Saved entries
☆ ☆ ☆ ☆ ☆ ☆ ☆
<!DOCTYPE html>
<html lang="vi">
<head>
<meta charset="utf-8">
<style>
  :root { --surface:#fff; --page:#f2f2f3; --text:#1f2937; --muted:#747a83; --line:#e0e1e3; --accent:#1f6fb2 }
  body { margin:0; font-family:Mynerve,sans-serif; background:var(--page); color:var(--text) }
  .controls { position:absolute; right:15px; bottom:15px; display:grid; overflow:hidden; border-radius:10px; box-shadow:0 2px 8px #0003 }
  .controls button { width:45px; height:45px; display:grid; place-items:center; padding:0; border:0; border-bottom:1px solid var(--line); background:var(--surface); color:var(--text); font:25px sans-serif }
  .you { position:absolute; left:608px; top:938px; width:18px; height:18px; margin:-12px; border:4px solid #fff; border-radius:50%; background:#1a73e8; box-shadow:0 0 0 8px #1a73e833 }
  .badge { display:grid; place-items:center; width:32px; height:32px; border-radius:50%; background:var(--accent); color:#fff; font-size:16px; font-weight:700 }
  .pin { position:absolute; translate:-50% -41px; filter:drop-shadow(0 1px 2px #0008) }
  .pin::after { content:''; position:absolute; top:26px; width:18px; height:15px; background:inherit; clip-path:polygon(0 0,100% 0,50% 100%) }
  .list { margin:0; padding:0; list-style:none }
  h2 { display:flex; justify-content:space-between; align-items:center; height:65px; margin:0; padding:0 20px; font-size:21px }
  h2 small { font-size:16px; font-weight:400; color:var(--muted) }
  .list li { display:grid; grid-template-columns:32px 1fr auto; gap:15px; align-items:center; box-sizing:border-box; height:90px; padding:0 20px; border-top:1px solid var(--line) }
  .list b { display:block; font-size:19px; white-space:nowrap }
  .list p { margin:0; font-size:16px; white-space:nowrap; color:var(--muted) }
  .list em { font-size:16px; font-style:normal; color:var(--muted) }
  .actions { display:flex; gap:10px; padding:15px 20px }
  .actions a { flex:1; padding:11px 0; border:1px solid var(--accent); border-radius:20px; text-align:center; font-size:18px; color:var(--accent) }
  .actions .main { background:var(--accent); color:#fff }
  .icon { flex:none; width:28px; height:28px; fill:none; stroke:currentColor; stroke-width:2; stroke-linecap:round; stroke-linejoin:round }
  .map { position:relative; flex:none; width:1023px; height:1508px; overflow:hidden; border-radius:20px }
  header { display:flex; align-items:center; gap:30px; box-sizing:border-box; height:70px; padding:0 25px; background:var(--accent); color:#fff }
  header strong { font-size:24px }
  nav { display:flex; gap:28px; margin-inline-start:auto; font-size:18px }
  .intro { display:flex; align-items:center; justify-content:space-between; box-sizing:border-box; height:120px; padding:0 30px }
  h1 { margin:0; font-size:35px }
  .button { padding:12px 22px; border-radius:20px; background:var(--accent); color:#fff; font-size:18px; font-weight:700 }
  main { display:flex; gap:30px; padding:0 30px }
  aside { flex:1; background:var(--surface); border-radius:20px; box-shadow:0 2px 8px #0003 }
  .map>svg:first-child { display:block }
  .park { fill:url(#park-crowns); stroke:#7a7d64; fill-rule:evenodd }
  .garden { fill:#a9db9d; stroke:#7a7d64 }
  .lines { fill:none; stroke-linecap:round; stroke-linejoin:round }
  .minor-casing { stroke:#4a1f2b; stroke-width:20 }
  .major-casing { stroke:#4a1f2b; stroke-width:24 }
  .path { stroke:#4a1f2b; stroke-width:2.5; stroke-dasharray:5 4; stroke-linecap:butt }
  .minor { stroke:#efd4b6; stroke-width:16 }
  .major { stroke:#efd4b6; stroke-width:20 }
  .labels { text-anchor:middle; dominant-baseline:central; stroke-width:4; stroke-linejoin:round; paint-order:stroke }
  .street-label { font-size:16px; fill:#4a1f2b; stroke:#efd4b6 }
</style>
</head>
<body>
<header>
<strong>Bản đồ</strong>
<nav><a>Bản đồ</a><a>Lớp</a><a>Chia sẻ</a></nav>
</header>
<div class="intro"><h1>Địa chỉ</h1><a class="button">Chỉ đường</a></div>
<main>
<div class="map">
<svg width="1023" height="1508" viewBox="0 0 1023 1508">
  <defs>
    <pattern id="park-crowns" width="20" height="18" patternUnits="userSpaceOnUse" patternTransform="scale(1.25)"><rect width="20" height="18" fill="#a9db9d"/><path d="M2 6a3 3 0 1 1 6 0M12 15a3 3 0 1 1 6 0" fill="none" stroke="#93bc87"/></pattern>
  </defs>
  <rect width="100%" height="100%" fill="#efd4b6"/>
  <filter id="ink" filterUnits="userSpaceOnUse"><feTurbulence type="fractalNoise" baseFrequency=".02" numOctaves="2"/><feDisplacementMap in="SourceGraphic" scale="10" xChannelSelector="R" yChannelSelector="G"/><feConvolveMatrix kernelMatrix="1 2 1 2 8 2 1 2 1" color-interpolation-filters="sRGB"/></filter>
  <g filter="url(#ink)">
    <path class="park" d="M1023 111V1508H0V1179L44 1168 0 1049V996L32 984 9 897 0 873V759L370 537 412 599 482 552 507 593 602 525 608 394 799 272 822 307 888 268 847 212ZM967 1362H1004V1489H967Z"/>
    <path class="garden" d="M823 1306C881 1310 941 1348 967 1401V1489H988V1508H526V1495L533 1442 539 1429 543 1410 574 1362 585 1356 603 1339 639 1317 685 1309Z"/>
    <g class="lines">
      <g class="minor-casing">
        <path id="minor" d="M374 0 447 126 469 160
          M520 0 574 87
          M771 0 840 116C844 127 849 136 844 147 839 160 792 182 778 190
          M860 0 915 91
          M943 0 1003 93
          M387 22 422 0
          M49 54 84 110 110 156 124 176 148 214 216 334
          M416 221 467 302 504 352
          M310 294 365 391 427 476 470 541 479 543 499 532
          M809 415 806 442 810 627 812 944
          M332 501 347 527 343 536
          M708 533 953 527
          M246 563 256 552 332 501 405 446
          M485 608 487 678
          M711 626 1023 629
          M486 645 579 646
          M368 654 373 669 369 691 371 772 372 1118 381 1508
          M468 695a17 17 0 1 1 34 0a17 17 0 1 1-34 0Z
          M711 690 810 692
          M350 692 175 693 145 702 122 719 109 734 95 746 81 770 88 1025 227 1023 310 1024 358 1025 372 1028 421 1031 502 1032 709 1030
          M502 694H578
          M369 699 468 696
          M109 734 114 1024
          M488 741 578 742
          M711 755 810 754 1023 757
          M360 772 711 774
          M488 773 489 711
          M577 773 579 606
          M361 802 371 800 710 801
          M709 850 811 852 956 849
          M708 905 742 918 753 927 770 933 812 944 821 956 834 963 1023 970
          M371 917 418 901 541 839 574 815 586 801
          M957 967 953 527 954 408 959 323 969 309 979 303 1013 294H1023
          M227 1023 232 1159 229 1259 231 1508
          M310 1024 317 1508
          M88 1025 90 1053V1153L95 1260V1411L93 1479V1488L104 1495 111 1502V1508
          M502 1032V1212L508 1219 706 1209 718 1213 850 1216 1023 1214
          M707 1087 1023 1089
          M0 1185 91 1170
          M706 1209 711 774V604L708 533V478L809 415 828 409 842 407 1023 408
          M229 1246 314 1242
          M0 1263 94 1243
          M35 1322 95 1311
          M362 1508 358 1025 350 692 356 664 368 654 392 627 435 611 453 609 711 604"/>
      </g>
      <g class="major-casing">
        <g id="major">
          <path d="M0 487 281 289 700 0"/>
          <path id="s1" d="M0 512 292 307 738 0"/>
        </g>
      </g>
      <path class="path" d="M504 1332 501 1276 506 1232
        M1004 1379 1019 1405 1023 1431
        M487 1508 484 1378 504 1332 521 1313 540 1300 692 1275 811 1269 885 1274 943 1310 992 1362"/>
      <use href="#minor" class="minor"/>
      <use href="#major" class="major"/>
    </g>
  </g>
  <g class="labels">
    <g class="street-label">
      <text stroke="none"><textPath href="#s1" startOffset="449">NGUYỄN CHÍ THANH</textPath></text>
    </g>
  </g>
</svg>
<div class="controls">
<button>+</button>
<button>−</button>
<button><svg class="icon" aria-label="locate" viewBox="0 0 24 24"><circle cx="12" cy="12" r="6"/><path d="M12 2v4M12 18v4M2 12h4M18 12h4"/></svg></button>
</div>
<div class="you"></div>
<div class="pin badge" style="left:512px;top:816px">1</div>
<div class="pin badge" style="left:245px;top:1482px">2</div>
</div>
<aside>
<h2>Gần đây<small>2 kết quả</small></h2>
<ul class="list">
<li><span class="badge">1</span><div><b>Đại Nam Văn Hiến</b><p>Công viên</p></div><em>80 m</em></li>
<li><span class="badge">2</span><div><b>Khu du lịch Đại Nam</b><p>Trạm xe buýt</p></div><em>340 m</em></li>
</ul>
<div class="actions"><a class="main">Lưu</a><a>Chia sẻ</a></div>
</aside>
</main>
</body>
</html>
☆ ☆ ☆ ☆ ☆ ☆ ☆
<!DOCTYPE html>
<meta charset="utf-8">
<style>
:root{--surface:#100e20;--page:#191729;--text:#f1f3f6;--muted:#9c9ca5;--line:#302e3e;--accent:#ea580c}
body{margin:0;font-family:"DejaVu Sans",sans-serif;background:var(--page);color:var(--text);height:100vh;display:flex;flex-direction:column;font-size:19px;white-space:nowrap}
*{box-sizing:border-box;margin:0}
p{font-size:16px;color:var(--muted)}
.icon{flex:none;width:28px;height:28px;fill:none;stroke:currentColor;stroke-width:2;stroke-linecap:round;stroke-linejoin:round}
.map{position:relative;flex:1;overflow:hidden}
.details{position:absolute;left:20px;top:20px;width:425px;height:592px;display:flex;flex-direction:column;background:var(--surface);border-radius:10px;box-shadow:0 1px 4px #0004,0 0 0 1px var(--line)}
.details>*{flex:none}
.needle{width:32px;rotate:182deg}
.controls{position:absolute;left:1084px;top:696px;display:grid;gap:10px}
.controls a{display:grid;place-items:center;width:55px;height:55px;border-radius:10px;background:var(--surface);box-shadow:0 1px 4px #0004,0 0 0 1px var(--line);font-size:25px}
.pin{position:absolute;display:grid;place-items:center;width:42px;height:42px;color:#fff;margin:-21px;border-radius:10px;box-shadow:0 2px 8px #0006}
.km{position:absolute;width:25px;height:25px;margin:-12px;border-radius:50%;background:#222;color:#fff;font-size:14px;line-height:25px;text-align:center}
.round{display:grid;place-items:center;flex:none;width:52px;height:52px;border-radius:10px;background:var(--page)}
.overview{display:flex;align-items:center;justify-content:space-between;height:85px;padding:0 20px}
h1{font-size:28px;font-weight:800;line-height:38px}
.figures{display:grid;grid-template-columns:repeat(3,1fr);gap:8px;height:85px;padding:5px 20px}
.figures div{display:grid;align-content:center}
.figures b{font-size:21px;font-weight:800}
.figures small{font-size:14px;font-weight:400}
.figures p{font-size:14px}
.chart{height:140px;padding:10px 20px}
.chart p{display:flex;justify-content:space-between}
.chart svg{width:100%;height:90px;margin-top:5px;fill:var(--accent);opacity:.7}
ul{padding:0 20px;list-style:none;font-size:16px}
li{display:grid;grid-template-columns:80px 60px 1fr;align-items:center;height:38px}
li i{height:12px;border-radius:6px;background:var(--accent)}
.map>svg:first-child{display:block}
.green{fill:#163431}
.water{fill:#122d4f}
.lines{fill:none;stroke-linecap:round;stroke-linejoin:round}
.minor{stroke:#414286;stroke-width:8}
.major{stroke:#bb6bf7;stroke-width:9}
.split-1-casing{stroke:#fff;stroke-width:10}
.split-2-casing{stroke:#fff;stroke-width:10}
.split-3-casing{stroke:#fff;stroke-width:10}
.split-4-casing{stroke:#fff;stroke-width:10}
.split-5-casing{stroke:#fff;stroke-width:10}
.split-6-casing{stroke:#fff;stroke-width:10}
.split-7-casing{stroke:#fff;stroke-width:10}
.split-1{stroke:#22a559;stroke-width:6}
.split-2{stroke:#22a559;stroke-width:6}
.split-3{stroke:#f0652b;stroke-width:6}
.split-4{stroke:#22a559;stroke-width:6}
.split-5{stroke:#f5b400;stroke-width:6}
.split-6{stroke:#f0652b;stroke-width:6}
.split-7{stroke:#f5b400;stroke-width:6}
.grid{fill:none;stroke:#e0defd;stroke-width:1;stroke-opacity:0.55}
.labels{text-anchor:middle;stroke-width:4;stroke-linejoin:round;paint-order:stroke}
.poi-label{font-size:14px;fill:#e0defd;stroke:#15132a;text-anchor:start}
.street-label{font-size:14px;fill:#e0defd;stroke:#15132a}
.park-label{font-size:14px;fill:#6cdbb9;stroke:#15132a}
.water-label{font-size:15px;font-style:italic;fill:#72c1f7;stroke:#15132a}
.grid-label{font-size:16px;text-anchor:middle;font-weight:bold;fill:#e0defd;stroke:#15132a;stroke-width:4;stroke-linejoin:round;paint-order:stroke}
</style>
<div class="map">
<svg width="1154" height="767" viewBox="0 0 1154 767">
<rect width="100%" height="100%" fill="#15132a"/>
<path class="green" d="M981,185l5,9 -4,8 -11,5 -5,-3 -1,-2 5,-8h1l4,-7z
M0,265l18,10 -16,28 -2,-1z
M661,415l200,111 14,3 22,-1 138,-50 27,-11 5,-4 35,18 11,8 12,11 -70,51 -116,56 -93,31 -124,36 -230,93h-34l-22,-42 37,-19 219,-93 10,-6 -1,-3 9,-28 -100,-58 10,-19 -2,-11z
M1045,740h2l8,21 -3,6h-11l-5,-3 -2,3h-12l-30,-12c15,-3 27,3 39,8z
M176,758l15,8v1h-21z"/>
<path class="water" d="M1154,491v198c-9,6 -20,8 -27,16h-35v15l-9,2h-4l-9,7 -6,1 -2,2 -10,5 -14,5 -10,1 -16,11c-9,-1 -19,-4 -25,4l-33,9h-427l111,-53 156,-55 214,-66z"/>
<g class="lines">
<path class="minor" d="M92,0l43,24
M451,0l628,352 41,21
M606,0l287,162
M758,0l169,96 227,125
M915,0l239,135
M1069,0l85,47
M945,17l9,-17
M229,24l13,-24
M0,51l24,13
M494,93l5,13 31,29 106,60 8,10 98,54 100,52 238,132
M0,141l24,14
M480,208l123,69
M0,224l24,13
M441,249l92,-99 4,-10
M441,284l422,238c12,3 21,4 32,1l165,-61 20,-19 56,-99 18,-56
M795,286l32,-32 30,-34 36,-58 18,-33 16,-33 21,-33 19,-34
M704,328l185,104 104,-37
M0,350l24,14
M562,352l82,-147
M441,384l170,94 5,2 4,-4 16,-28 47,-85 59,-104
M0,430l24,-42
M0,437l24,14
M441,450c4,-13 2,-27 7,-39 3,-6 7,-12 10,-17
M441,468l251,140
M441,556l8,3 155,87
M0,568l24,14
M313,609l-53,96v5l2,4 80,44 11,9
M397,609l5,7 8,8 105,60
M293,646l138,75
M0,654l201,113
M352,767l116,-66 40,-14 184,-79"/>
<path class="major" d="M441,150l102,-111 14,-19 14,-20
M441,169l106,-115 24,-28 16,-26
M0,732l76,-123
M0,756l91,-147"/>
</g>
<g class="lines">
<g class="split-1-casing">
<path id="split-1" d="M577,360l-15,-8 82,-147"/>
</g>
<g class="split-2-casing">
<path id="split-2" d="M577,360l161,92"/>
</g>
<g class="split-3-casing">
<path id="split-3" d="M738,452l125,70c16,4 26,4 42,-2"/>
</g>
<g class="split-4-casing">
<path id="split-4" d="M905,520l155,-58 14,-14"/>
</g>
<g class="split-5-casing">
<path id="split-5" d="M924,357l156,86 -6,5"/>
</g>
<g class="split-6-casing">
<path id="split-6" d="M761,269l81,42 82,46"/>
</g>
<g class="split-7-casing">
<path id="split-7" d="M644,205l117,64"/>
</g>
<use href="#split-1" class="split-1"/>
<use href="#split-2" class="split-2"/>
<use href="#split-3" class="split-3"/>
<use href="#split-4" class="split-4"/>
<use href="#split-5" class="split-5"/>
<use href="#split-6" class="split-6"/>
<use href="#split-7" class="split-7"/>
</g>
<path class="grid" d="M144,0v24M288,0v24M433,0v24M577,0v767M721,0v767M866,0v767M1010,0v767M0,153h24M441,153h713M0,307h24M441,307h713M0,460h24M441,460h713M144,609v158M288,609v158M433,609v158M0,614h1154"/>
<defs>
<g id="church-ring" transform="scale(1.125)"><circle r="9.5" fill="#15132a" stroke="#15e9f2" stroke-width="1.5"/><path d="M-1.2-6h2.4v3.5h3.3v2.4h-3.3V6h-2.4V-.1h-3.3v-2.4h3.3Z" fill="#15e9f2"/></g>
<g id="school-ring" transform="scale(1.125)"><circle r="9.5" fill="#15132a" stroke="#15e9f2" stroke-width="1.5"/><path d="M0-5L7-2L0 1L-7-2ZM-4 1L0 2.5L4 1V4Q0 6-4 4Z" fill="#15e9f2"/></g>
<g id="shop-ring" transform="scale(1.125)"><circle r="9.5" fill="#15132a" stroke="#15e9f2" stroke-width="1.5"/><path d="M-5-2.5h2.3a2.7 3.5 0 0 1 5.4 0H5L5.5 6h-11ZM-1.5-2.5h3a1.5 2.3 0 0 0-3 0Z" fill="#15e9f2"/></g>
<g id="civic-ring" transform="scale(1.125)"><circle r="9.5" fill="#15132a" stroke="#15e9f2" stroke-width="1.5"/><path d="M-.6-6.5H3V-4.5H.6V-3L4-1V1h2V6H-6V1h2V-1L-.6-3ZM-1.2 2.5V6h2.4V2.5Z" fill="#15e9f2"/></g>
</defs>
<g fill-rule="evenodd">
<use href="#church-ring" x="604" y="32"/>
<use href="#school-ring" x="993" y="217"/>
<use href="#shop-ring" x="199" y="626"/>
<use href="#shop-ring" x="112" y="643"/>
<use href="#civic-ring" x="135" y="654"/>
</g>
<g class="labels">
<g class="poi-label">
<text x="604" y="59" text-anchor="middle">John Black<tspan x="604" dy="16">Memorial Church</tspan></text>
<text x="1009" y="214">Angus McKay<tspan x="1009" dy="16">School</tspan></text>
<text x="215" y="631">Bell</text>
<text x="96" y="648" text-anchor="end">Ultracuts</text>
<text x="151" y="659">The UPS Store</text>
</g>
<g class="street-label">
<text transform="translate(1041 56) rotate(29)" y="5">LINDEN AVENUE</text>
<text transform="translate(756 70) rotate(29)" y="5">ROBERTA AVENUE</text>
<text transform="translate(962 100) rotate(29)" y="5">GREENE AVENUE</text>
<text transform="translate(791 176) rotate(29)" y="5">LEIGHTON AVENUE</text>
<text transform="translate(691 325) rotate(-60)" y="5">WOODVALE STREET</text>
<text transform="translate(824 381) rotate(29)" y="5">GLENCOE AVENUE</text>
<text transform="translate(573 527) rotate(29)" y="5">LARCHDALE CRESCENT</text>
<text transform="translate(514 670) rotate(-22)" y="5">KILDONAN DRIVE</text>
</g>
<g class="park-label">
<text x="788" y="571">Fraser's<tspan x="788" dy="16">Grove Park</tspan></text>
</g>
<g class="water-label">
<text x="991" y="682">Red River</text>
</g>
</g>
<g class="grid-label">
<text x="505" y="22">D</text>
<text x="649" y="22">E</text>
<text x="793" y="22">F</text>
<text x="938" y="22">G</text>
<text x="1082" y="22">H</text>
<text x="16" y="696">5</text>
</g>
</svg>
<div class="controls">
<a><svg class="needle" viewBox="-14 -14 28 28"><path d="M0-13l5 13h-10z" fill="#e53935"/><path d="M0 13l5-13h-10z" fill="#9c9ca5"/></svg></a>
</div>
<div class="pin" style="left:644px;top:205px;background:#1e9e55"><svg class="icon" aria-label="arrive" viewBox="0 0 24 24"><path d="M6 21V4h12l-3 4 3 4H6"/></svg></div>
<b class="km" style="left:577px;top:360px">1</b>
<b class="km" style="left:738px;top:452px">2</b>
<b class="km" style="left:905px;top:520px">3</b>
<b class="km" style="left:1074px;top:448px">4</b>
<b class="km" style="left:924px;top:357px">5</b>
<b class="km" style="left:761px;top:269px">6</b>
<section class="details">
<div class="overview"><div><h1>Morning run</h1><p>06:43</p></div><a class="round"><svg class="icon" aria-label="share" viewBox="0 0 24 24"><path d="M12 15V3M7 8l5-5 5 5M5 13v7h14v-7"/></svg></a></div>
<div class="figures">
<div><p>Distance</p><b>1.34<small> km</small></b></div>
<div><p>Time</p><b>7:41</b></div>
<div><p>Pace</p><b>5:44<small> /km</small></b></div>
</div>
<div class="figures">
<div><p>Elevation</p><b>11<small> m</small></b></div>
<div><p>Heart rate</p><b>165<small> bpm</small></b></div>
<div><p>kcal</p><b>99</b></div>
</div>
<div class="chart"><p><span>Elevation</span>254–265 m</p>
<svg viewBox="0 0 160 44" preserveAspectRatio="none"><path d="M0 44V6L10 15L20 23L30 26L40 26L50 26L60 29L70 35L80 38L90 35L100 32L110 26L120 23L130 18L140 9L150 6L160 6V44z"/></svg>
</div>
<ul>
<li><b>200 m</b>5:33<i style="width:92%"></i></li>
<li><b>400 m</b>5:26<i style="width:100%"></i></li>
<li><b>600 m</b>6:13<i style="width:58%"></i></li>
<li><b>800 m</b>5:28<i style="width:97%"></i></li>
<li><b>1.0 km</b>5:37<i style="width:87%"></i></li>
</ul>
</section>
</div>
☆ ☆ ☆ ☆ ☆ ☆ ☆
> [What needs to be done] Looking at the data above, say how many lines include the string "Elevation" and add nothing.

> [Expected answer] 2